Two friends, Amy and Ben, each use a three-disk combination lock to secure their bikes. Each disk has $10$ orientations, with integers $0$ to $9$, so there are $10^3$ possible combinations. One day, Amy and Ben compare methods for locking their bikes...
Amy: "I prefer to keep turning the disks until adding another turn would result in diminishing marginal lock-iness."
Lock-iness, $\Omega(n)$, counts the number of distinct combinations $n$ turns away from the unlocking combo.
Ben: "Wow! I do the same thing! Except that I would never only turn one disk; that'd be too easy for a thief to crack. Neglecting those cases, I also add turns until adding another would result in diminishing marginal lock-iness."
When calculating $\Omega$, Ben neglects combinations which would involve only turning one disk from the unlocking combo. He only turns two or three disks when making it lock-y.

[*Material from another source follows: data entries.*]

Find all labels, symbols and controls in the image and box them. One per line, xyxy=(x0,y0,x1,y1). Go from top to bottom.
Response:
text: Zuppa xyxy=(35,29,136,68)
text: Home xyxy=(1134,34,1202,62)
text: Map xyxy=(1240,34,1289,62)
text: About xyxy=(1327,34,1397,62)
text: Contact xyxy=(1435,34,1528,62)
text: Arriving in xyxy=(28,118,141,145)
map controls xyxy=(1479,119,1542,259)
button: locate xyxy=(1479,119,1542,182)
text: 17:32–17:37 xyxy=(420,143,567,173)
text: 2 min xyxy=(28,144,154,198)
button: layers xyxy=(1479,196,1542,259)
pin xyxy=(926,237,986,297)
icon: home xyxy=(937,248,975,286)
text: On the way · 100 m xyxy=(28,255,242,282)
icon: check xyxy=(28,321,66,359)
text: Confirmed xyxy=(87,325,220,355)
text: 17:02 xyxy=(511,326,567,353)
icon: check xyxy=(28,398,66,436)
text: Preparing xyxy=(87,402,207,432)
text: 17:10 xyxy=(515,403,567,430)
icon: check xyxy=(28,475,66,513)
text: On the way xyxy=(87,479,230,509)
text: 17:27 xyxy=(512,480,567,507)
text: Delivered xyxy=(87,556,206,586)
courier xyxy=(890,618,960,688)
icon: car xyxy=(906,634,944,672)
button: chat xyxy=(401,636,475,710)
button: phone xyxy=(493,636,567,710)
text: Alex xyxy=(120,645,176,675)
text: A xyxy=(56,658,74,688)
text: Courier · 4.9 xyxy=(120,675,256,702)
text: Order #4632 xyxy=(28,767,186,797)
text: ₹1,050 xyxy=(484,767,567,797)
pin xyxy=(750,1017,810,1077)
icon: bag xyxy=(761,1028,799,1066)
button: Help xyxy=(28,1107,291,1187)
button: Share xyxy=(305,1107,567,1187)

Amy: "To clarify, I turn the first disk $n_1$ times in only one direction. Then I turn the second disk $n_2$ times in a direction, and the third $n_3$ times in a direction, where $n = n_1 + n_2 + n_3$ is the total number of turns. If the number of possible combinations $n$ turns away from my secret combo increases from $n$ to $n+1$ by less than that from $n-1$ to $n$, I stop at $n$ turns."

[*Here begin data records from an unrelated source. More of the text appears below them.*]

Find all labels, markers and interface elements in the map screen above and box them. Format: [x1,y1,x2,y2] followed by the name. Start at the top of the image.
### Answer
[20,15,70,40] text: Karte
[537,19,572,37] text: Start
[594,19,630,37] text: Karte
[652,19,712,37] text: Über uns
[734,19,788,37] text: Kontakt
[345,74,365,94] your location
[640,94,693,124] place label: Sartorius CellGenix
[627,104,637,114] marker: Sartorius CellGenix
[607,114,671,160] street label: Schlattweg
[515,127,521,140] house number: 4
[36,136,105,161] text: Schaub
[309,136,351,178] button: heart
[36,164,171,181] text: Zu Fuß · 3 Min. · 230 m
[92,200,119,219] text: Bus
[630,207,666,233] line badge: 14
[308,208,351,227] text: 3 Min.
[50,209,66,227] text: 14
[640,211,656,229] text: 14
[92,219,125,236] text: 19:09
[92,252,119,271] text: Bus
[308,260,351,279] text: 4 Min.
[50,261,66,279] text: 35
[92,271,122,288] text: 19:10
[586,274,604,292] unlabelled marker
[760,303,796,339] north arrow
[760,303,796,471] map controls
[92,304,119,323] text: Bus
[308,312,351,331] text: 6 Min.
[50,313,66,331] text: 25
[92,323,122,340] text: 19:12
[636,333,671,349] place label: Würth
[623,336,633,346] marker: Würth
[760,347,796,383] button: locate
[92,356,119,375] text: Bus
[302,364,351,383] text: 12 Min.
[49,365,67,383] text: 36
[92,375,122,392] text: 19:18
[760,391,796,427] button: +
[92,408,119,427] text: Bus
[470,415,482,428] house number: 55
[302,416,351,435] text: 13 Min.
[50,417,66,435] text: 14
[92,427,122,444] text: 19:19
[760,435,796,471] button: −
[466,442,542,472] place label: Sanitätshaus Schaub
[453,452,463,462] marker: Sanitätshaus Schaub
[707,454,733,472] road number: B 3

Consider $\Omega(n-1) = 40$, $\Omega(n) = 70$. If $\Omega(n+1) < 100$, Amy would experience diminishing marginal lock-iness (the next turn adds fewer combinations than the previous turn) and she would stop at $n$.
Ben: "We are in agreement. I stop at $m$ for the same reasons, except I don't count combinations where only one $m_i$ is nonzero; I consider it unsafe and expect a wise thief to make the same assumption. I'll leave my shiny red bike out there unwatched for a while, because it is so locked."
Ben must start by turning at least two disks, since he can't turn just one disk. He makes turns until an added turn would increase his $\Omega$ by less than the previous turn (given his "no single disk" restriction).
Amy: "Yes. I will do the same with my bike, the dirty, but equally appealing blue bike next to yours."
Unfortunately for them, a would-be thief heard this discussion and began counting states on paper.
The Problem: For a known value of $n$ turns, the thief could find every possible combination, one of which will open the lock. Whose bike will the thief choose to ride away with, if ease of thievery is the only factor?
Examples: If Amy had instead said that she only turns one disk once, $n=1$, there'd be $\Omega=6$ different combinations for a thief (knowing $n$) to try.
If Ben had said he turns two different disks once each, $n=2$ and $n_i = n_j = 1$, there would be $\Omega(2)=12$ different combos for the thief to try. Knowing both of these examples, he would try to steal Amy's to get away quickest.
If Amy makes two turns like Ben, her $\Omega(2)=18$, because she considers cases where $n = n_i = 2$, $n_j = n_k = 0$. Her marginal lock-iness from $n=1$ to $n=2$ is $\Omega(2)-\Omega(1)=12$.